EXERCISE: If a line below contains the string "paint", copy it out.
Start of Block
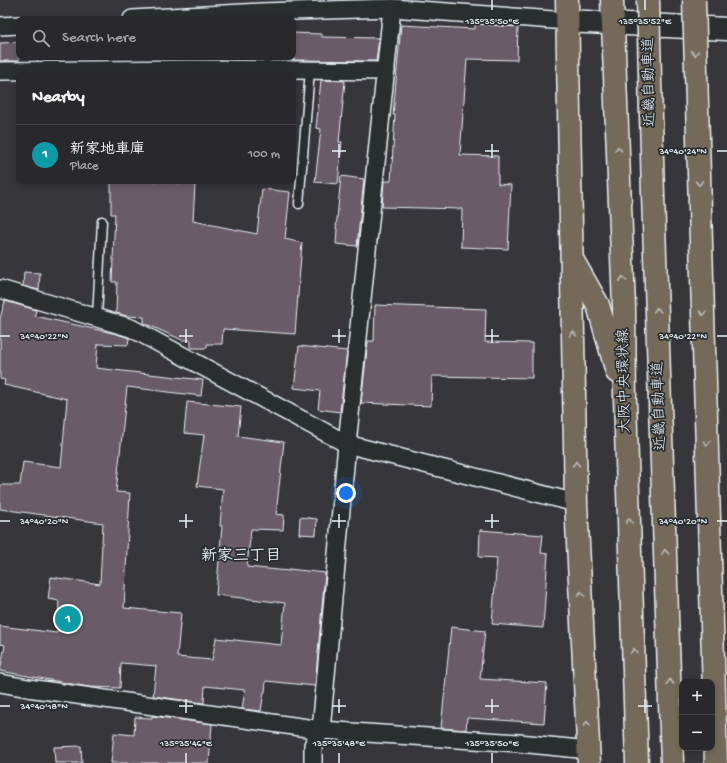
<!DOCTYPE html>
<meta charset="utf-8">
<style>
body{margin:0;font-family:"Gochi Hand","Klee One",sans-serif;background:#313034;color:#f1f3f6}
.controls{position:absolute;right:12px;bottom:12px;display:grid;overflow:hidden;border-radius:8px;box-shadow:0 2px 6px #0003}
.controls button{width:36px;height:36px;display:grid;place-items:center;padding:0;border:0;border-bottom:1px solid #454448;background:#29282c;color:#f1f3f6;font:20px sans-serif}
.you{position:absolute;left:346px;top:493px;width:14px;height:14px;margin:-10px;border:3px solid #fff;border-radius:50%;background:#1a73e8;box-shadow:0 0 0 6px #1a73e833}
.badge{display:grid;place-items:center;width:26px;height:26px;border-radius:50%;background:#ffd166;color:#fff;font-size:13px;font-weight:700}
.pin{position:absolute;translate:-50% -50%;border:2px solid #fff;box-shadow:0 1px 4px #0006}
.list{margin:0;padding:0;list-style:none}
h2{display:flex;justify-content:space-between;align-items:center;height:52px;margin:0;padding:0 16px;font-size:17px}
h2 small{font-size:13px;font-weight:400;color:#a5a6a9}
.list li{display:grid;grid-template-columns:26px 1fr auto;gap:12px;align-items:center;box-sizing:border-box;height:60px;padding:0 16px;border-top:1px solid #454448}
.list b{display:block;font-size:15px;white-space:nowrap}
.list p{margin:0;font-size:13px;white-space:nowrap;color:#a5a6a9}
.list em{font-size:13px;font-style:normal;color:#a5a6a9}
.icon{flex:none;width:22px;height:22px;fill:none;stroke:currentColor;stroke-width:2;stroke-linecap:round;stroke-linejoin:round}
.map{position:relative;flex:none;width:727px;height:763px;overflow:hidden}
.search{position:absolute;background:#29282c;box-shadow:0 2px 6px #0003;left:16px;top:16px;width:280px;height:44px;display:flex;align-items:center;gap:10px;box-sizing:border-box;padding:0 14px;border-radius:8px;color:#a5a6a9;font-size:15px}
.panel{position:absolute;background:#29282c;box-shadow:0 2px 6px #0003;left:16px;top:72px;width:280px;height:112px;border-radius:8px}
.map>svg:first-child{display:block}
.building{fill:#695b68;stroke:#e8f1f8}
.lines{fill:none;stroke-linecap:round;stroke-linejoin:round}
.lane-casing{stroke:#e8f1f8;stroke-width:11}
.street-casing{stroke:#e8f1f8;stroke-width:20}
.secondary-casing{stroke:#e8f1f8;stroke-width:25}
.primary-casing{stroke:#e8f1f8;stroke-width:25}
.lane{stroke:#2a2d2e;stroke-width:8}
.street{stroke:#2a2d2e;stroke-width:17}
.secondary{stroke:#2a2d2e;stroke-width:22}
.primary{stroke:#746a5a;stroke-width:22}
.highway-bridge-casing{stroke:#e8f1f8;stroke-width:25;stroke-linecap:butt}
.highway-bridge{stroke:#746a5a;stroke-width:22}
.oneway{stroke:#babbb9}
.ticks{fill:none;stroke:#e8f1f8;stroke-width:1.5}
.labels{text-anchor:middle;dominant-baseline:central;stroke-width:3.5;stroke-linejoin:round;paint-order:stroke}
.street-label{font-size:15px;fill:#e8f1f8;stroke:#2a2d2e}
.neighbourhood-label{font-size:16px;font-weight:bold;fill:#e8f1f8;stroke:#2a2d2e}
.ticks-label{font-size:10px;text-anchor:middle;fill:#e8f1f8;stroke:#2a2d2e;stroke-width:3.5;stroke-linejoin:round;paint-order:stroke}
</style>
<div class="map">
<svg width="727" height="763" viewBox="0 0 727 763">
<rect width="100%" height="100%" fill="#37363a"/>
<filter id="ink" filterUnits="userSpaceOnUse"><feTurbulence type="fractalNoise" baseFrequency=".025" numOctaves="2"/><feDisplacementMap in="SourceGraphic" scale="8" xChannelSelector="R" yChannelSelector="G"/><feConvolveMatrix kernelMatrix="1 2 1 2 8 2 1 2 1" color-interpolation-filters="sRGB"/></filter>
<g filter="url(#ink)">
<g class="building">
<path d="M 475,24 L 518,27 L 517,60 L 467,59 L 460,155 L 498,156 L 498,184 L 511,185 L 508,249 L 461,247 L 462,209 L 382,207 L 384,181 L 391,181 L 395,115 L 393,115 L 401,25 L 475,29 Z"/>
<path d="M 293,33 L 322,34 L 322,37 L 379,38 L 376,61 L 293,60 Z"/>
<path d="M 19,42 L 19,61 L 0,61 L 0,43 Z"/>
<path d="M 321,80 L 345,81 L 339,142 L 342,142 L 338,184 L 315,182 L 321,129 L 316,128 Z"/>
<path d="M 341,176 L 364,179 L 357,246 L 336,244 L 337,229 L 336,229 Z"/>
<path d="M 111,181 L 165,181 L 165,182 L 195,184 L 193,221 L 257,234 L 262,189 L 290,192 L 285,239 L 302,243 L 295,334 L 223,329 L 222,344 L 207,344 L 207,348 L 191,348 L 191,340 L 182,340 L 144,323 L 144,317 L 127,316 L 116,313 L 117,282 L 112,282 L 115,214 L 111,214 Z"/>
<path d="M 24,272 L 40,273 L 39,290 L 23,286 Z"/>
<path d="M 5,301 L 36,310 L 35,316 L 117,334 L 129,338 L 128,345 L 98,344 L 96,368 L 203,380 L 201,396 L 127,387 L 116,492 L 130,493 L 124,608 L 181,613 L 177,657 L 212,660 L 216,638 L 281,645 L 285,603 L 216,595 L 222,526 L 220,526 L 223,489 L 197,486 L 204,435 L 184,433 L 187,402 L 241,407 L 238,436 L 284,442 L 276,514 L 284,515 L 283,530 L 251,529 L 247,567 L 289,571 L 289,569 L 325,573 L 315,686 L 266,681 L 265,692 L 264,692 L 261,711 L 242,709 L 245,690 L 205,686 L 204,703 L 153,696 L 156,666 L 121,663 L 120,688 L 89,687 L 0,671 L 5,645 L 0,644 L 0,626 L 57,633 L 59,601 L 48,599 L 51,577 L 100,584 L 103,523 L 0,509 L 0,485 L 20,485 L 23,462 L 61,467 L 67,399 L 4,385 L 5,380 L 0,379 L 0,318 Z"/>
<path d="M 375,305 L 486,309 L 485,342 L 532,343 L 532,378 L 432,376 L 431,406 L 361,403 L 368,341 L 374,341 Z"/>
<path d="M 299,346 L 347,351 L 340,412 L 318,409 L 320,391 L 294,388 Z"/>
<path d="M 300,517 L 317,519 L 316,535 L 299,534 Z"/>
<path d="M 480,530 L 543,535 L 541,553 L 548,554 L 543,628 L 492,624 L 497,558 L 479,557 Z"/>
<path d="M 451,627 L 485,631 L 480,679 L 547,683 L 544,723 L 467,718 L 466,730 L 441,728 Z"/>
<path d="M 152,716 L 212,724 L 209,763 L 111,763 L 114,733 L 134,735 L 135,717 L 152,718 Z"/>
<path d="M 81,746 L 82,763 L 55,763 L 54,747 Z"/>
</g>
<g class="lines">
<defs>
<g id="lane">
<path d="M 299,204 L 310,70"/>
<path d="M 97,318 L 102,221"/>
</g>
<g id="street">
<path d="M 132,19 L 261,12 L 392,8 L 567,21"/>
<path d="M 0,26 L 19,25"/>
<path d="M 0,71 L 194,69 L 386,71"/>
<path d="M 0,289 L 131,328 L 347,444 L 576,503"/>
<path d="M 0,683 L 28,688 L 321,730 L 519,743 L 589,750"/>
<path d="M 313,763 L 313,745 L 321,730 L 347,444 L 392,8"/>
</g>
<path id="secondary" d="M 567,21 L 727,29"/>
<g id="primary">
<path d="M 567,0 L 576,503 L 589,763"/>
<path d="M 612,0 L 624,307 L 625,400 L 637,763"/>
<path d="M 573,261 L 598,305 L 617,372"/>
</g>
</defs>
<use href="#lane" class="lane-casing"/>
<use href="#street" class="street-casing"/>
<use href="#secondary" class="secondary-casing"/>
<use href="#primary" class="primary-casing"/>
<use href="#lane" class="lane"/>
<use href="#street" class="street"/>
<use href="#secondary" class="secondary"/>
<use href="#primary" class="primary"/>
<defs>
<g id="highway-bridge">
<path d="M 648,0 L 653,195 L 672,763"/>
<path d="M 694,0 L 716,763"/>
</g>
</defs>
<use href="#highway-bridge" class="highway-bridge-casing"/>
<use href="#highway-bridge" class="highway-bridge"/>
</g>
<defs><path id="oneway-chevron" d="M-2-3.5L2.5 0L-2 3.5" fill="none" stroke-width="1.6" stroke-linecap="round" stroke-linejoin="round"/></defs>
<g class="oneway">
<use href="#oneway-chevron" transform="translate(695 53) rotate(88)"/>
<use href="#oneway-chevron" transform="translate(618 149) rotate(-92)"/>
<use href="#oneway-chevron" transform="translate(699 183) rotate(88)"/>
<use href="#oneway-chevron" transform="translate(623 279) rotate(-92)"/>
<use href="#oneway-chevron" transform="translate(657 310) rotate(-92)"/>
<use href="#oneway-chevron" transform="translate(703 313) rotate(88)"/>
<use href="#oneway-chevron" transform="translate(573 334) rotate(-91)"/>
<use href="#oneway-chevron" transform="translate(707 443) rotate(88)"/>
<use href="#oneway-chevron" transform="translate(576 464) rotate(-91)"/>
<use href="#oneway-chevron" transform="translate(629 521) rotate(-92)"/>
<use href="#oneway-chevron" transform="translate(665 552) rotate(-92)"/>
<use href="#oneway-chevron" transform="translate(581 594) rotate(-93)"/>
<use href="#oneway-chevron" transform="translate(634 651) rotate(-92)"/>
<use href="#oneway-chevron" transform="translate(670 682) rotate(-92)"/>
<use href="#oneway-chevron" transform="translate(587 724) rotate(-93)"/>
</g>
</g>
<path class="ticks" d="M 492,0 L 492,10M 645,0 L 645,10M 339,144 L 339,158M 492,144 L 492,158M 332,151 L 346,151M 485,151 L 499,151M 717,151 L 727,151M 186,329 L 186,343M 339,329 L 339,343M 492,329 L 492,343M 0,336 L 10,336M 179,336 L 193,336M 332,336 L 346,336M 485,336 L 499,336M 717,336 L 727,336M 186,514 L 186,528M 339,514 L 339,528M 492,514 L 492,528M 0,521 L 10,521M 179,521 L 193,521M 332,521 L 346,521M 485,521 L 499,521M 717,521 L 727,521M 186,699 L 186,713M 339,699 L 339,713M 492,699 L 492,713M 645,699 L 645,713M 0,706 L 10,706M 179,706 L 193,706M 332,706 L 346,706M 485,706 L 499,706M 638,706 L 652,706M 186,753 L 186,763M 339,753 L 339,763M 492,753 L 492,763"/>
<g class="labels">
<g class="street-label">
<text transform="translate(650 82) rotate(-91)">近畿自動車道</text>
<text transform="translate(625 381) rotate(-91)">大阪中央環状線</text>
<text transform="translate(660 406) rotate(-92)">近畿自動車道</text>
</g>
<g class="neighbourhood-label">
<text x="241" y="557">新家三丁目</text>
</g>
</g>
<g class="ticks-label">
<text x="492" y="24">135°35'50"E</text>
<text x="645" y="24">135°35'52"E</text>
<text x="683" y="154">34°40'24"N</text>
<text x="44" y="339">34°40'22"N</text>
<text x="683" y="339">34°40'22"N</text>
<text x="44" y="524">34°40'20"N</text>
<text x="683" y="524">34°40'20"N</text>
<text x="44" y="709">34°40'18"N</text>
<text x="186" y="746">135°35'46"E</text>
<text x="339" y="746">135°35'48"E</text>
<text x="492" y="746">135°35'50"E</text>
</g>
</svg>
<div class="controls">
<button>+</button>
<button>−</button>
</div>
<div class="you"></div>
<div class="pin badge" style="left:68px;top:619px;background:#0f9aa8">1</div>
<div class="search"><svg class="icon" aria-label="search" viewBox="0 0 24 24"><circle cx="10" cy="10" r="6"/><path d="M15 15l6 6"/></svg>Search here</div>
<section class="panel">
<h2>Nearby<small></small></h2>
<ul class="list">
<li><span class="badge" style="background:#0f9aa8">1</span><div><b>新家地車庫</b><p>Place</p></div><em>100 m</em></li>
</ul>
</section>
</div>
End of Block
EXPECTED ANSWER:
.labels{text-anchor:middle;dominant-baseline:central;stroke-width:3.5;stroke-linejoin:round;paint-order:stroke}
.ticks-label{font-size:10px;text-anchor:middle;fill:#e8f1f8;stroke:#2a2d2e;stroke-width:3.5;stroke-linejoin:round;paint-order:stroke}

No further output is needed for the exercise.